Assignment
Go through the data below and return each line containing the word "structured".

Task input
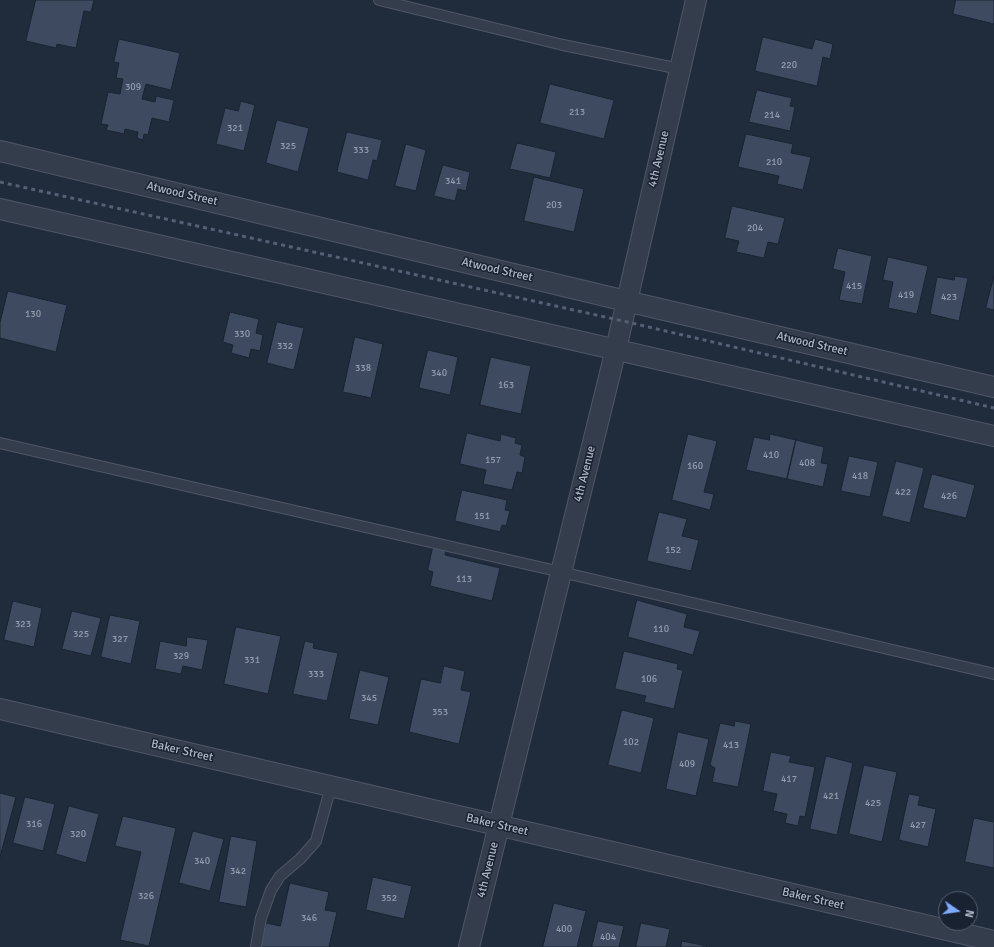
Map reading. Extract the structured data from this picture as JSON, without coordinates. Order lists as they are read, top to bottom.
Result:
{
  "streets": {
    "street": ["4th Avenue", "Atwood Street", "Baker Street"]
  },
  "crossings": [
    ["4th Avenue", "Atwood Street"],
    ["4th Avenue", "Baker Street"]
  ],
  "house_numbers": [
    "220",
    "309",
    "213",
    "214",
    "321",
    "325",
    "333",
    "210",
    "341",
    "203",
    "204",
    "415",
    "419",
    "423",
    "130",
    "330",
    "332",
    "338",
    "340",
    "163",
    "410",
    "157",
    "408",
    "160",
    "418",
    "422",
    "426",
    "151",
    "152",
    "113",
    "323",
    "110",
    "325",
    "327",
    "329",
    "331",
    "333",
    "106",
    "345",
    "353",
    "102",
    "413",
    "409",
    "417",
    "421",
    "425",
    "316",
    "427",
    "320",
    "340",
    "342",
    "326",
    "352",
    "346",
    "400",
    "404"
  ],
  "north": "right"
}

...

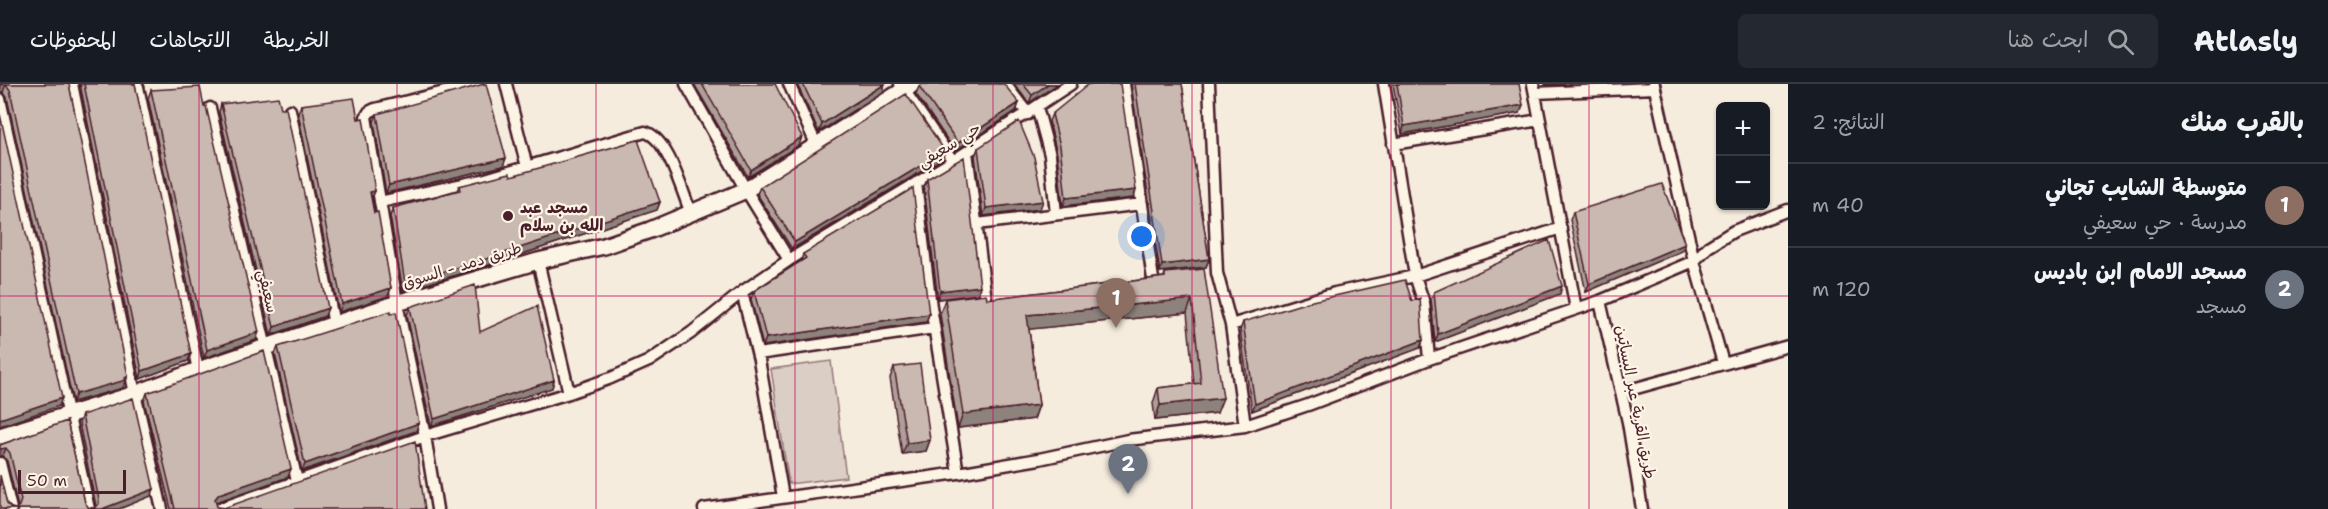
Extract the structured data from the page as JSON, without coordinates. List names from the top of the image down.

Finished exercise
Map reading. Extract the structured data from this picture as JSON, without coordinates. Order lists as they are read, top to bottom.
Extract the structured data from the page as JSON, without coordinates. List names from the top of the image down.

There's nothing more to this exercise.